As indicated above, a Galois connection between posets X, Y is essentially the same thing as an adjoint pair between the posets X, Y^{op} (or between X^{op}, Y if you prefer; Galois connections are after all symmetric in X, Y). I would like to record a few basic results about Galois connections/adjoint pairs.

Proposition:

  1. Given order-reversing maps f: X \to Y, g: Y \to X which form a Galois connection, we have x \leq g f(x) for all x \in X and y \leq f g(y) for all y \in Y. (Given poset maps f, g which form an adjoint pair f \dashv g, we have x \leq g f(x) for all x \in X and f g(y) \leq y for all y \in Y.)
  2. Given a Galois connection as above, f(x) = f g f(x) for all x \in X and g(y) = g f g(y) for all y \in Y. (Given an adjoint pair f \dashv g as above, the same equations hold.) Therefore a Galois connection (f, g) induces a Galois correspondence between the elements of the form f(x) and the elements of the form g(y).

Proof: (1.) It suffices to prove the statements for adjoint pairs. But under the assumption f \dashv g, x \leq g f(x) if and only if f(x) \leq f(x), which is certainly true. The other statement is dual.

(2.) Again it suffices to prove the equations for the adjoint pair. Applying the order-preserving map f
to x \leq g f(x) from 1. gives f(x) \leq f g f(x). Applying f g(y) \leq y from 1. to y = f(x) gives f g f(x) \leq f(x). Hence f(x) = f g f(x). The other equation is dual. \Box

Incidentally, the equations of 2. show why an algebraic variety V is the zero locus of its ideal (see example 2. above): if V = Z(S) for some set of polynomials S, then V = Z(S) = Z I Z(S) = Z I(V). They also show that for any element x in a Heyting algebra, we have \neg \neg \neg x = \neg x, even though \neg \neg y = y is in general false.
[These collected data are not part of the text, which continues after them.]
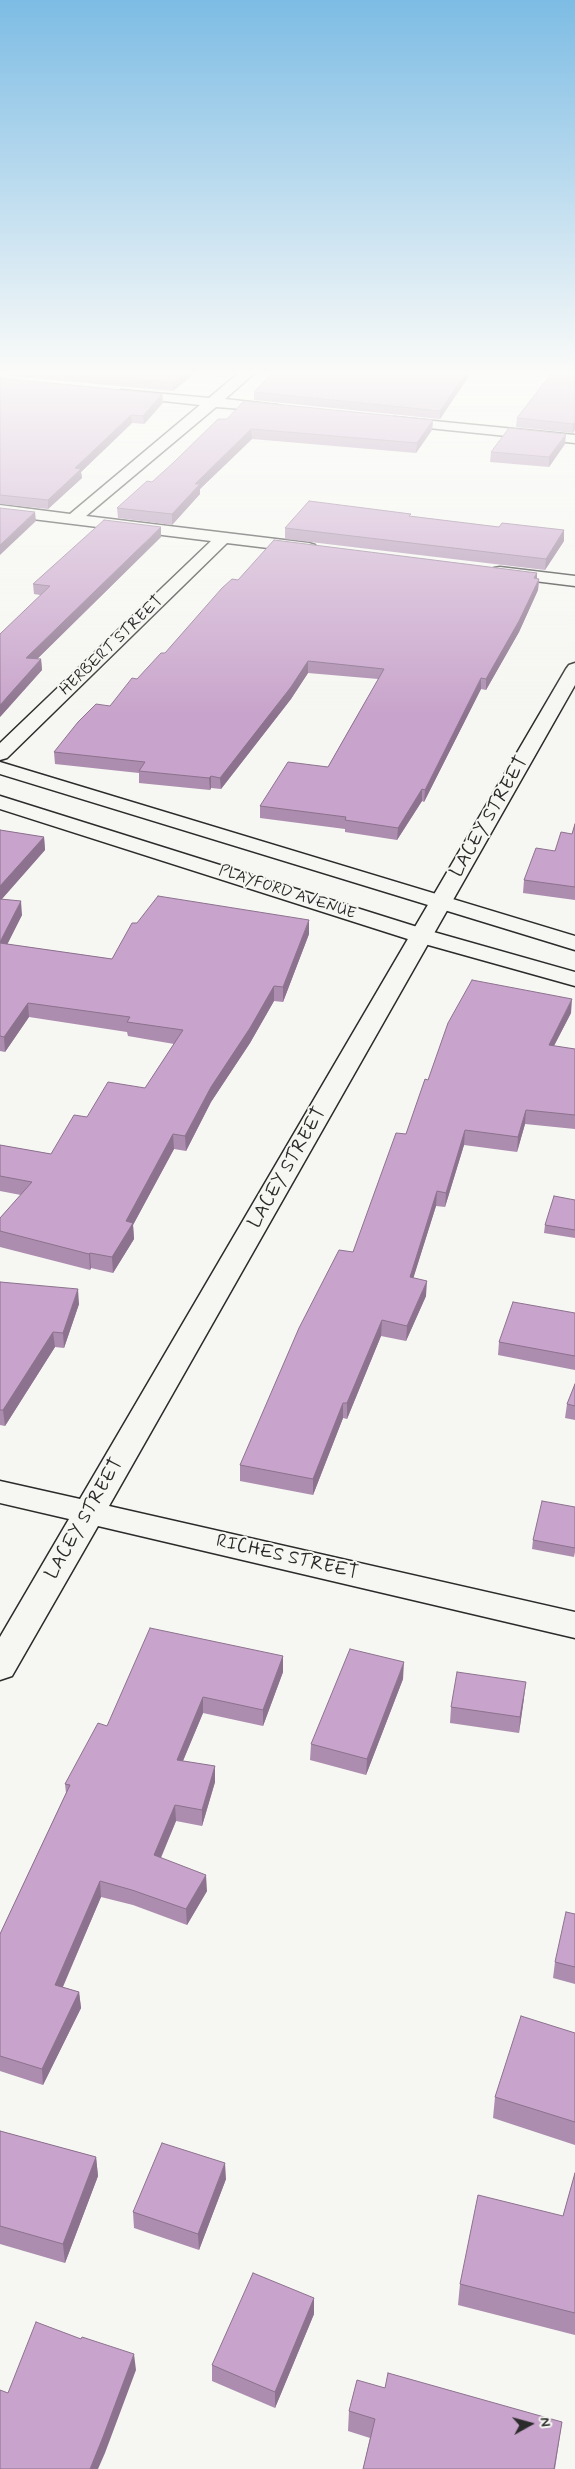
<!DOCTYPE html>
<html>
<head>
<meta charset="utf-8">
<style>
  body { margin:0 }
  #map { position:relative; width:575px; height:2469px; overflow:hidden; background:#f6f6f2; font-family:Mynerve,sans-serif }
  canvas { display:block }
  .north { position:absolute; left:505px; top:2399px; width:50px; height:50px; -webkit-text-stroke:4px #f6f6f2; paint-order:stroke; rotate:83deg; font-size:14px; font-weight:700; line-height:20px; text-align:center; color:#2b2b2b }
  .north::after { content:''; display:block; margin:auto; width:18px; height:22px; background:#2b2b2b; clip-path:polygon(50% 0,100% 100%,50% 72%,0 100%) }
</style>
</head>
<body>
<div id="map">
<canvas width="575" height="2469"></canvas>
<div class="north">N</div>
</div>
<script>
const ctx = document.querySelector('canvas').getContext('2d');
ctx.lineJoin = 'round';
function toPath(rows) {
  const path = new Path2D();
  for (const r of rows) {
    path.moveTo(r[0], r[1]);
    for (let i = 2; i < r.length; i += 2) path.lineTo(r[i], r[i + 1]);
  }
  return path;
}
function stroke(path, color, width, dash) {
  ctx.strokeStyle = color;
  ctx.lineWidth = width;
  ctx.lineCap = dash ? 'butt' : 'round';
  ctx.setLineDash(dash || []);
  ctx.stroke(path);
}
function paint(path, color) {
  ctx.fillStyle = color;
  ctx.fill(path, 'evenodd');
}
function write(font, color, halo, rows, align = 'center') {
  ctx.font = font + ' Mynerve,sans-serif';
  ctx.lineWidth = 4;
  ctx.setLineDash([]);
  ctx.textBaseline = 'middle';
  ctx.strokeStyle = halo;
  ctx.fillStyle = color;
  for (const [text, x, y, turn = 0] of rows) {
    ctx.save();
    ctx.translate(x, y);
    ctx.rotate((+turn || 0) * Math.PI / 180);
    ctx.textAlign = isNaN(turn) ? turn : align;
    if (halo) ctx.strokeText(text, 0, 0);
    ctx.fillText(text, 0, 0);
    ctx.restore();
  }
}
const street = toPath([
  [242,370,258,370,225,399,277,405,282,406,284,409,282,412,216,407,86,516,309,543,315,545,317,548,315,551,309,553,227,543,7,758,0,760,0,743,211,541,0,515,0,505,70,514,200,405,126,397,119,393,121,390,209,398,242,370],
  [394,417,575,435,575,443,389,424,387,421,394,417],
  [500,567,575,576,575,586,494,576,492,572,494,568,500,567],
  [575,663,575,685,109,1506,575,1612,575,1638,98,1526,12,1676,0,1680,0,1637,69,1519,0,1503,0,1481,80,1499,566,669,569,665,575,663]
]);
const highway = toPath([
  [0,762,575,936,575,950,0,774,0,762],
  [0,796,430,931,575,972,575,986,414,941,0,809,0,796]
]);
stroke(street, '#2b2b2b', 3);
stroke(highway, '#2b2b2b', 3);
paint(street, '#f6f6f2');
paint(highway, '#f6f6f2');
paint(toPath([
  [0,370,199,370,173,391,0,375],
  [259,370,473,370,440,419,254,400,254,392,272,373,259,372],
  [575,370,575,430,573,433,516,427,517,418],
  [0,378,162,394,163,403,144,424,132,423,81,472,82,478,48,509,0,504],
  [227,419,433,420,432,430,416,453,252,439,200,489,200,494,172,525,118,518,117,508,152,482],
  [565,444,549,467,490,462,491,452],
  [411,517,499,527,564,530,564,541,545,570,285,539,285,528],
  [161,537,37,659,41,659,42,670,0,717,40,595,34,594,33,584],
  [537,573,537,579,539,579,538,590,519,632,486,690,481,689,424,802,422,801,397,840,345,832,345,829,260,818,260,806,328,767,378,679,308,673,291,699,221,789,211,788,210,790,139,783,139,773,55,764,54,752,110,706,165,653,238,580],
  [575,824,575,900,523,893,524,880,572,834],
  [0,830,44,837,45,850,2,899,22,915,7,944,112,959,309,934,283,1002,274,1001,250,1043,211,1102,186,1151,174,1149,133,1225,134,1239,113,1273,91,1268,90,1270,0,1247,0,1218,21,1195,0,1191,0,1145,51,1154,87,1117,145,1088,174,1044,128,1036,127,1032,29,1017,5,1052,0,1051],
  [571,1013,554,1046,575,1049,575,1129,525,1124,517,1152,464,1145,445,1207,436,1206,413,1278,426,1296,406,1341,381,1336,347,1419,343,1418,313,1495,240,1481,240,1465,353,1252,406,1134,428,1080],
  [575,1200,575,1238,544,1233,545,1225],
  [0,1282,79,1304,64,1348,55,1347,5,1426,0,1425],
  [575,1313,575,1370,498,1355,499,1342],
  [575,1384,575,1420,565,1418,567,1404],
  [575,1507,575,1552,574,1557,532,1549,533,1540],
  [283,1656,283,1672,263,1726,203,1713,183,1761,215,1766,215,1782,202,1826,176,1821,161,1858,207,1891,187,1925,133,1905,101,1897,63,1987,79,1992,81,2008,43,2085,0,2071,0,1934,66,1793,65,1784,107,1726],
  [403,1679,366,1775,310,1760,311,1744],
  [524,1698,519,1733,450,1723,451,1707],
  [575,1914,575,1984,553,1978,555,1962],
  [575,2033,575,2145,493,2118,495,2097],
  [0,2131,96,2157,98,2176,65,2263,0,2244],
  [575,2173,575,2335,458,2305,460,2284,563,2216],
  [226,2179,199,2250,134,2228,133,2212],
  [314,2298,314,2314,275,2408,212,2381,212,2365],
  [385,2388,562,2422,555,2469,363,2469,370,2438,348,2431,349,2411]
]), '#ac8caf');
paint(toPath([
  [189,370,199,370,173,391,173,383],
  [468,370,473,370,440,419,440,411],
  [162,394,163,403,144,424,143,416],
  [131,415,132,423,81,472,82,478,48,509,48,500,75,468],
  [433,420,432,430,416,453,417,443],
  [575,422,575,430,573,433,573,424],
  [251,429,252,439,200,489,200,494,172,525,172,514,195,484],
  [566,434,565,444,549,467,549,457],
  [35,512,36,521,0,555,0,545],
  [161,527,161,537,27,669,26,658],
  [564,530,564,541,545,570,546,559],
  [537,573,537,583,539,579,538,590,519,632,486,690,486,679,534,578],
  [41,659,42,670,0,717,0,705],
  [308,661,308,673,291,699,221,789,220,778],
  [481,678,481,689,424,802,425,790],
  [211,776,211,788,210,790,209,778],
  [422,789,422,801,397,840,398,828],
  [44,837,45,850,0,901,0,886],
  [21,901,22,915,1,957,0,942],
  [309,920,309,934,283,1002,283,987],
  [274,986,274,1001,250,1043,211,1102,186,1151,185,1136,211,1087],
  [572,999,571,1013,547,1059,549,1045],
  [28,1003,29,1017,5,1052,4,1037],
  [526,1110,525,1124,517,1152,518,1137],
  [465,1130,464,1145,445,1207,446,1193],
  [173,1134,174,1149,133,1225,134,1239,113,1273,112,1257,126,1221],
  [437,1191,436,1206,409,1292,410,1277],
  [90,1253,91,1268,90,1270,89,1254],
  [427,1281,426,1296,406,1341,407,1326],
  [78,1289,79,1304,64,1348,63,1333],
  [382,1320,381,1336,347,1419,347,1403],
  [53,1332,55,1347,5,1426,3,1410],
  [343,1403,343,1418,313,1495,313,1479],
  [283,1656,283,1672,263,1726,263,1710],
  [404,1662,403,1679,366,1775,367,1759],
  [526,1682,524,1698,519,1733,520,1717],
  [203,1697,203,1713,177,1775,177,1760],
  [215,1766,215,1782,202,1826,202,1810],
  [175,1805,176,1821,155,1871,154,1855],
  [206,1875,207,1891,187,1925,186,1909],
  [100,1881,101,1897,57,2000,55,1985],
  [79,1992,81,2008,43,2085,42,2069],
  [96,2157,98,2176,65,2263,63,2244],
  [225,2163,226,2179,199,2250,198,2234],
  [314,2298,314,2314,275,2408,275,2392],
  [134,2354,136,2370,105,2453,98,2469,90,2469]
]), '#8c728e');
const building = toPath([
  [40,370,189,370,173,383,40,370],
  [275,370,468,370,440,411,254,392,275,370],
  [554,370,575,370,575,422,573,424,517,418,554,370],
  [0,378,162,394,143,416,131,415,75,468,81,469,48,500,0,495,0,378],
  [244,401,433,420,417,443,251,429,195,484,200,484,172,514,117,508,147,481,152,482,174,462,218,419,227,419,244,401],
  [509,428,566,434,549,457,491,452,509,428],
  [309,501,411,514,409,516,499,527,502,523,564,530,546,559,285,528,309,501],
  [0,508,35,512,0,545,0,508],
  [104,520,161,527,26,658,41,659,0,705,0,634,50,586,33,584,104,520],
  [274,540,537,573,534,578,539,579,519,621,486,679,481,678,425,790,422,789,398,828,345,820,346,817,260,806,288,762,328,767,384,669,308,661,291,687,220,778,211,776,209,778,139,771,145,762,54,752,78,722,96,704,110,706,132,678,137,679,161,653,165,653,222,588,232,579,238,580,274,540],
  [575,824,575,887,524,880,536,848,555,851,561,832,572,834,575,824],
  [0,830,44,837,0,886,0,830],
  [158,896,309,920,283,987,274,986,250,1028,211,1087,185,1136,173,1134,126,1221,133,1223,112,1257,90,1253,89,1254,0,1231,0,1218,32,1182,0,1176,0,1145,51,1154,74,1115,87,1117,108,1082,145,1088,183,1030,127,1022,130,1017,28,1003,4,1037,0,1036,0,943,112,959,132,923,137,923,158,896],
  [0,899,21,901,0,942,0,899],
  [472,980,572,999,549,1045,575,1049,575,1115,526,1110,518,1137,465,1130,446,1193,437,1191,410,1277,427,1281,407,1326,382,1320,347,1403,343,1403,313,1479,240,1465,299,1328,339,1250,353,1252,396,1133,406,1134,425,1079,428,1080,448,1023,472,980],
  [554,1196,575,1200,575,1230,545,1225,554,1196],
  [0,1282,78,1289,63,1333,53,1332,3,1410,0,1410,0,1282],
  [513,1302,575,1313,575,1356,499,1342,513,1302],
  [575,1384,575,1406,567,1404,575,1384],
  [542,1501,575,1507,575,1548,533,1540,542,1501],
  [150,1628,283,1656,263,1710,203,1697,177,1760,215,1766,202,1810,175,1805,154,1855,206,1875,186,1909,132,1890,100,1881,55,1985,79,1992,42,2069,0,2056,0,1934,70,1785,65,1784,98,1723,107,1726,150,1628],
  [350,1649,404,1662,367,1759,311,1744,350,1649],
  [457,1672,526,1682,520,1717,451,1707,457,1672],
  [566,1912,575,1914,575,1967,555,1962,566,1912],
  [521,2016,575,2033,575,2122,495,2097,521,2016],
  [0,2131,96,2157,63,2244,0,2226,0,2131],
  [162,2143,225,2163,198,2234,133,2212,162,2143],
  [575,2173,575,2313,460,2284,478,2195,563,2216,575,2173],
  [253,2273,314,2298,275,2392,212,2365,253,2273],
  [36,2322,81,2339,82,2337,134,2354,103,2437,90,2469,0,2469,0,2390,8,2393,36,2322],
  [388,2373,562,2422,554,2469,363,2469,375,2419,349,2411,357,2380,385,2388,388,2373]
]);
paint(building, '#c8a3cb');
stroke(building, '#8c728e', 1);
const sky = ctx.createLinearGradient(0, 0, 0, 716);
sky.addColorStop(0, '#7dbce4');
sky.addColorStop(0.52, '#fbfbf9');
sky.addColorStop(1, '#fbfbf900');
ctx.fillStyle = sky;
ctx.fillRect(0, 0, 575, 716);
write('16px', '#2b2b2b', '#f6f6f2', [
  ["HERBERT STREET",112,646,-44],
  ["PLAYFORD AVENUE",287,893,18]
]);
write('19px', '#2b2b2b', '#f6f6f2', [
  ["LACEY STREET",490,817,-60],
  ["LACEY STREET",288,1168,-60],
  ["LACEY STREET",85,1519,-60],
  ["RICHES STREET",287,1558,13]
]);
</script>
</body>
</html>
Let (f, g) be a Galois connection (or f \dashv g an adjoint pair). By the proposition, c = gf: X \to X is an order-preserving map with the following properties:

x \leq c(x) for all x \in X

c c(x) = c(x) for all x \in X.

Poset maps c: X \to X with these properties are called closure operators. We have earlier discussed examples of closure operators: if for instance G is a group, then the operator c: PG \to PG which takes a subset S \subseteq G to the subgroup generated by S is a closure operator. Or, if X is a topological space, then the operator c: PX \to PX which takes a subset S \subset X to its topological closure \bar{S} is a closure operator. Or, if X is a poset, then the operator c: PX \to PX which takes S \subseteq X to \{a \in X: a \leq s \mbox{ for some } s \in S\} is a closure operator. Examples like these can be multiplied at will.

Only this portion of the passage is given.